6502.org

Posted: **Tue Sep 24, 2024 4:30 pm**

So I'm aware of this page, previously pointed out by Ed: https://beebwiki.mdfs.net/Floating_Point_number_format

But it's not completely clear to me. This portion:

So, for example on Acorn BASICs:

4 is exponent &83, sign 0, mantissa &80000000, stored as &83,&00000000
-8 is exponent &84, sign 1, mantissa &80000000, stored as &84,&00000000
12 is exponent &84, sign 0, mantissa &C0000000, stored as &84,&40000000
-0.5 is exponent &80, sign 1, mantissa &80000000, stored as &80,&80000000

Zero is a special case and is stored as five zero bytes. Some versions of BBC BASIC extend this and use a zero exponent to indicate that the real actually holds an integer value. For example:

&00, &00000000 is 0
&00, &00000080 is 128 (where implemented)
&00, &FFFFFFFE is -2 (where implemented)

Seems to be saying that Acorn BASICs store floating point numbers like Microsoft's 40-bit floating point format used in Commodore and Apple II computers (namely an excess-128 exponent at the lowest memory address, followed by four byte signed mantissa with its most significant byte first).
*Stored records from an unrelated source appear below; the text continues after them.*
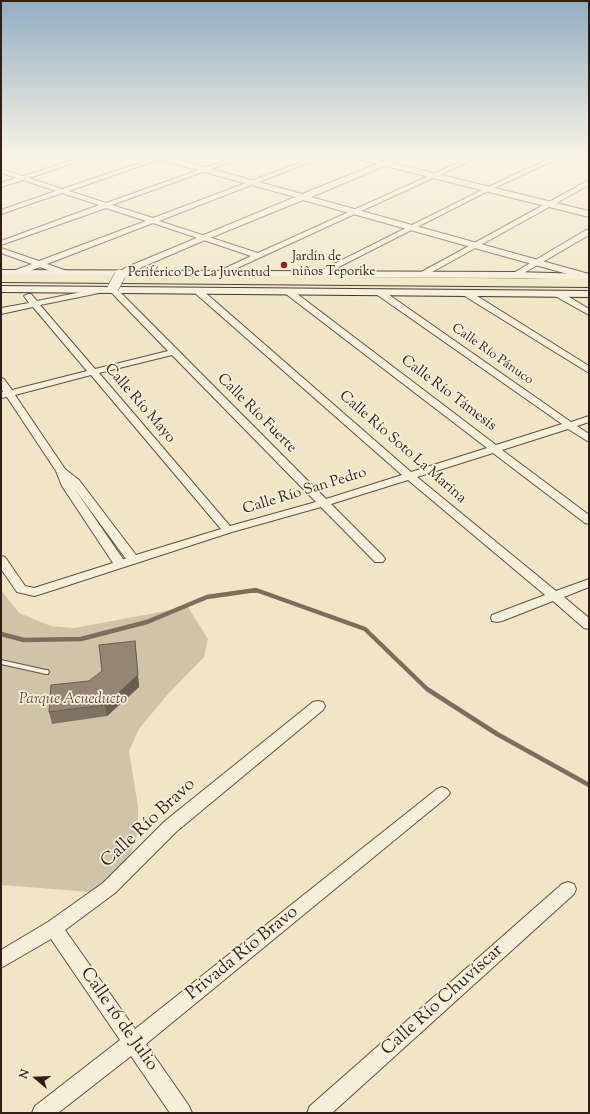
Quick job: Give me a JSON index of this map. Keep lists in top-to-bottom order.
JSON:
{
  "streets": {
    "highway": ["Periférico De La Juventud"],
    "street": [
      "Calle Río Pánuco",
      "Calle Río Támesis",
      "Calle Río Mayo",
      "Calle Río Fuerte",
      "Calle Río Soto La Marina",
      "Calle Río San Pedro",
      "Calle Río Bravo",
      "Privada Río Bravo",
      "Calle Río Chuvíscar",
      "Calle 16 de Julio"
    ]
  },
  "crossings": [
    ["Periférico De La Juventud", "Calle Río Pánuco"],
    ["Periférico De La Juventud", "Calle Río Támesis"],
    ["Periférico De La Juventud", "Calle Río Fuerte"],
    ["Periférico De La Juventud", "Calle Río Soto La Marina"],
    ["Calle Río Pánuco", "Calle Río San Pedro"],
    ["Calle Río Támesis", "Calle Río San Pedro"],
    ["Calle Río Mayo", "Calle Río San Pedro"],
    ["Calle Río Fuerte", "Calle Río San Pedro"],
    ["Calle Río Soto La Marina", "Calle Río San Pedro"],
    ["Calle Río Bravo", "Calle 16 de Julio"],
    ["Privada Río Bravo", "Calle 16 de Julio"]
  ],
  "parks": ["Parque Acueducto"],
  "places": ["Jardín de niños Teporike"],
  "north": "left"
}
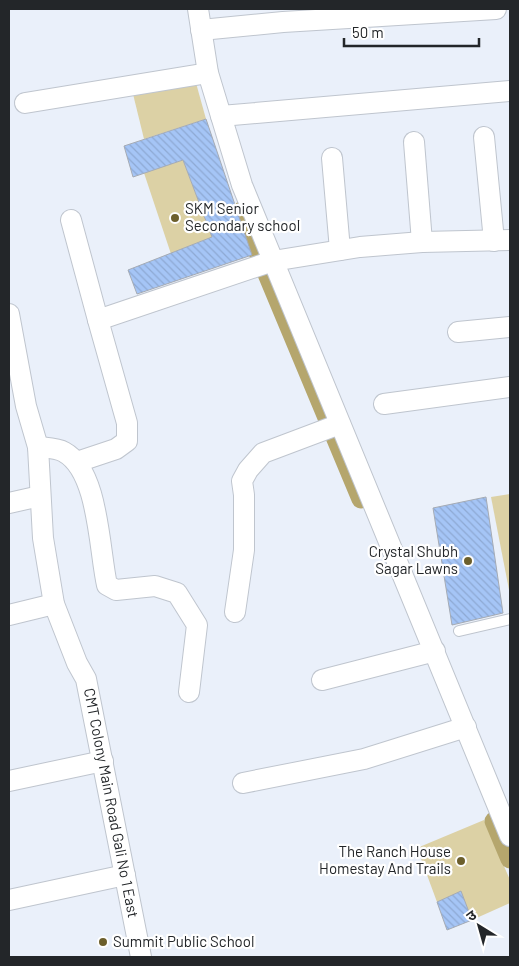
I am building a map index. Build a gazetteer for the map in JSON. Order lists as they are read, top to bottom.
{
  "streets": {
    "street": ["CMT Colony Main Road Gali No 1 East"]
  },
  "places": [
    "SKM Senior Secondary school",
    "Crystal Shubh Sagar Lawns",
    "The Ranch House Homestay And Trails",
    "Summit Public School"
  ],
  "scale_bar": "50 m",
  "north": "top left"
}
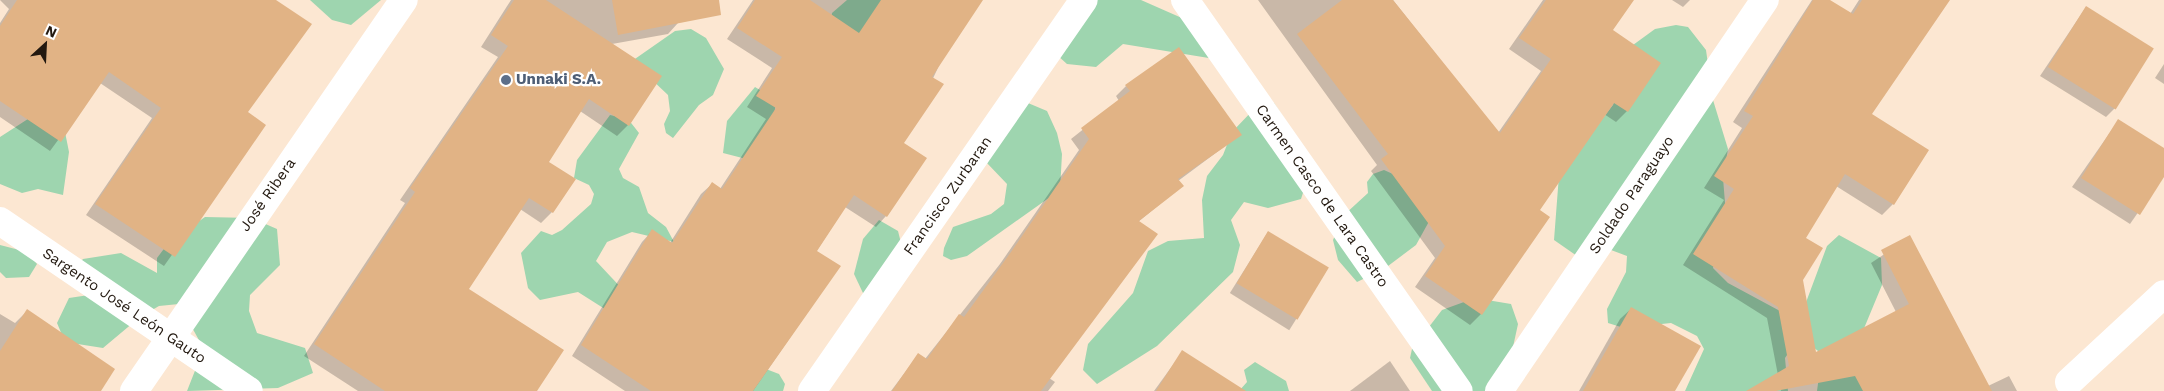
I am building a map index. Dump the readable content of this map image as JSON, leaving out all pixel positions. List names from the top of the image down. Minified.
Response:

It also appears to say that some versions have representations that allow the same integer to be represented in floating point in two different ways (which if true must lead to some interesting implementation details in the manipulation routines).

But it also says this:

6502

6502 BASIC stores reals in memory high-to-low as:

address+0 address+4
mantissa.hi, mantissa.middle, mantissa.middle, mantissa.lo, exponent

The only 32-bit integer that 6502 BASIC allows to be stored in a real is zero. 6502 BASIC uses excess-&80 for the exponent, so &80 represents an exponent of zero.
Non-6502 BASICs

All other versions of BBC BASIC store reals in memory low-to-high as:

address+0 address+4
mantissa.lo, mantissa.middle, mantissa.middle, mantissa.hi, exponent

Which says that no BBC BASIC uses the Microsoft 40-bit floating point format at all, although they are both (or all) 40-bit formats.

Also that the 6502 BASICs represent zero not with an exponent of zero (again what Microsoft BASICs do) but with an exponent of $80 (which I suppose can work if zero is always checked for before doing any work on a floating point number - it's rather difficult to normalize a number which has no one bits, so that would have to come first).
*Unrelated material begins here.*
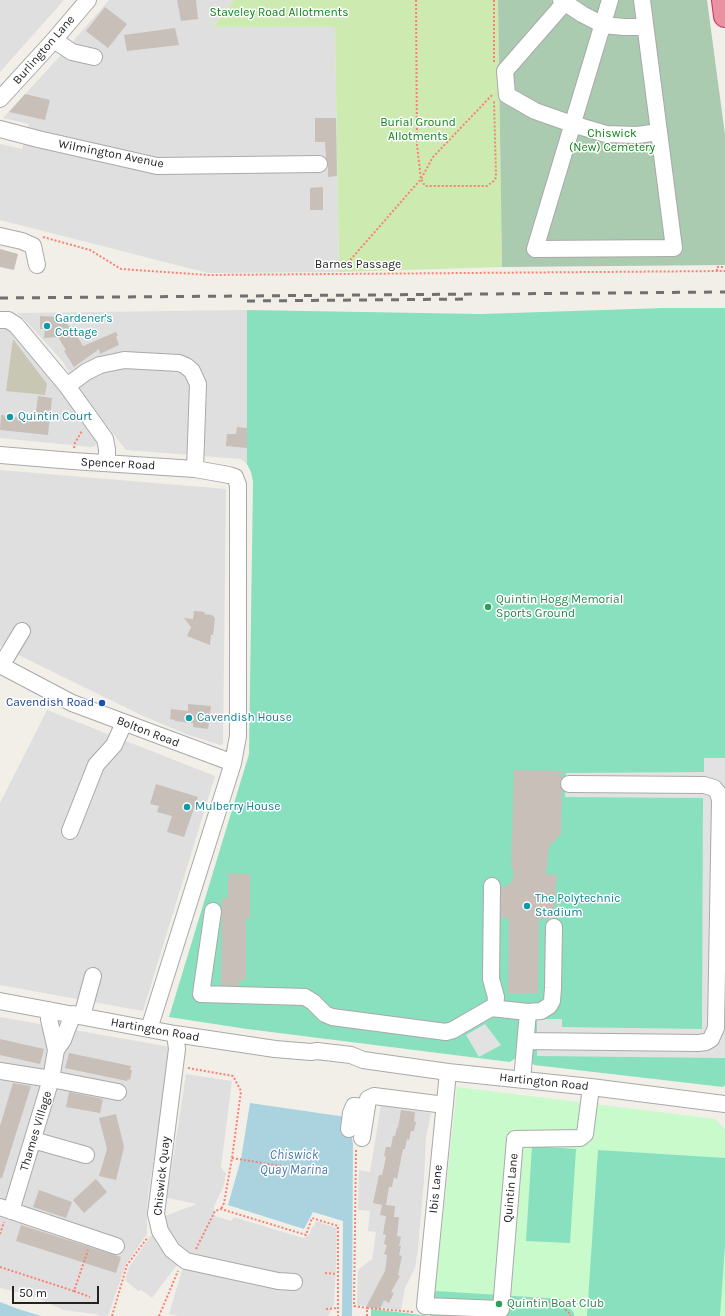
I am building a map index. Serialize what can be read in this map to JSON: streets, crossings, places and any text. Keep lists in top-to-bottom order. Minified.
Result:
{"streets":{"street":["Burlington Lane","Wilmington Avenue","Spencer Road","Bolton Road","Hartington Road","Thames Village","Chiswick Quay","Quintin Lane","Ibis Lane"],"path":["Barnes Passage"]},"crossings":[["Spencer Road","Bolton Road"],["Hartington Road","Thames Village"],["Hartington Road","Chiswick Quay"],["Hartington Road","Quintin Lane"],["Hartington Road","Ibis Lane"]],"water":["Chiswick Quay Marina"],"parks":["Staveley Road Allotments","Burial Ground Allotments","Chiswick (New) Cemetery"],"places":["Gardener's Cottage","Quintin Court","Quintin Hogg Memorial Sports Ground","Cavendish Road","Cavendish House","Mulberry House","The Polytechnic Stadium","Quintin Boat Club"],"scale_bar":"50 m"}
My questions basically come down to, what is the real memory layout of floating point numbers in BBC BASICs, and second, are there any particular names for these layouts?

Posted: **Thu Sep 26, 2024 5:28 pm**

teamtempest wrote:

So I'm aware of this page, previously pointed out by Ed: https://beebwiki.mdfs.net/Floating_Point_number_format

What is is that you don't understand? I wrote that page, mostly based on (what I thought was) the very clear explanation in the ZX Spectrum Basic manual. It's bog standard 5-byte floating point. Just... normal. Nothing special. Used in loads and loads of implementations.
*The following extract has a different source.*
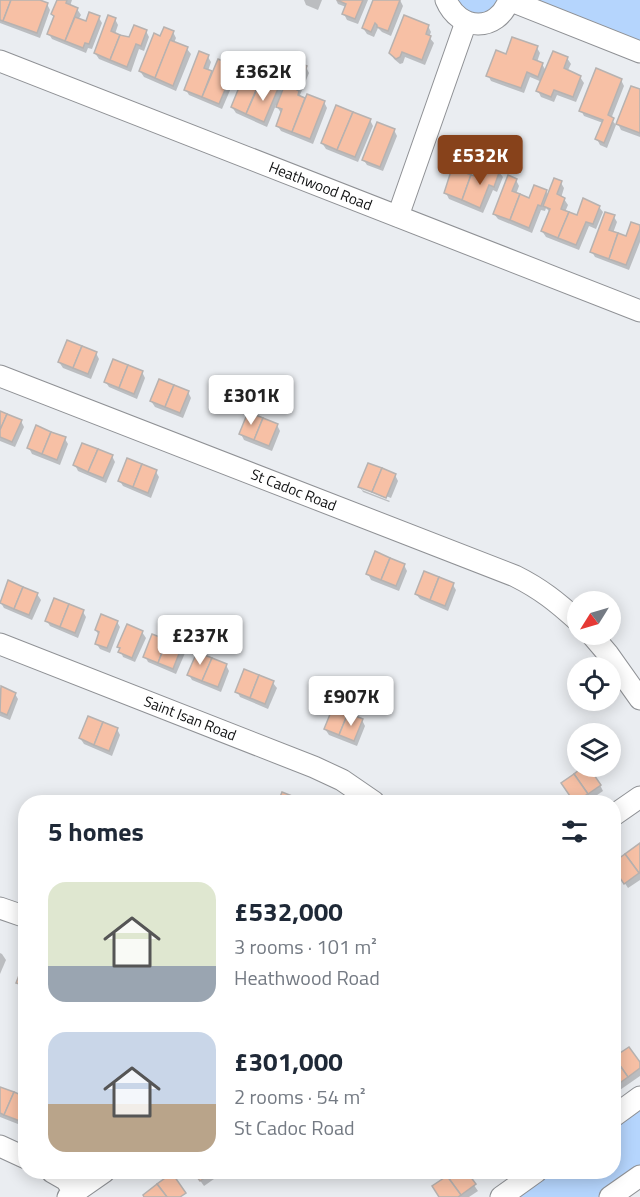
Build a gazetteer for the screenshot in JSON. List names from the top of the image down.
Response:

exponent != 0 -> value is float: float = mantissa * 2^(exponent-bias)
exponent = 0 -> value is integer: integer = mantissa, with 6502 only supporting mantissa=0

Posted: **Fri Sep 27, 2024 4:13 pm**

A reply I wasn't expecting, but welcome nonetheless.

I wouldn't say "bog-standard". Prior to the adoption of IEEE-754, I'm not aware of any "standard" floating point formats. Commonly used formats, perhaps, but not standard ones.

There appear to be three different formats displayed in the bits quoted above:

Code: Select all

   Addr+0   Addr+1  Addr+2  Addr+3  Addr+4

   Exp      Man(M)  Man     Man     Man(L)         Microsoft BASICs

   Man(M)   Man     Man     Man(L)  Exp            BBC 6502 BASICs

   Man(L)   Man     Man     Man(H)  Exp            BBC non-6502 BASICs

...where Man(H) stands for Most Significant Byte of the mantissa and Man(L) for Least Significant Byte.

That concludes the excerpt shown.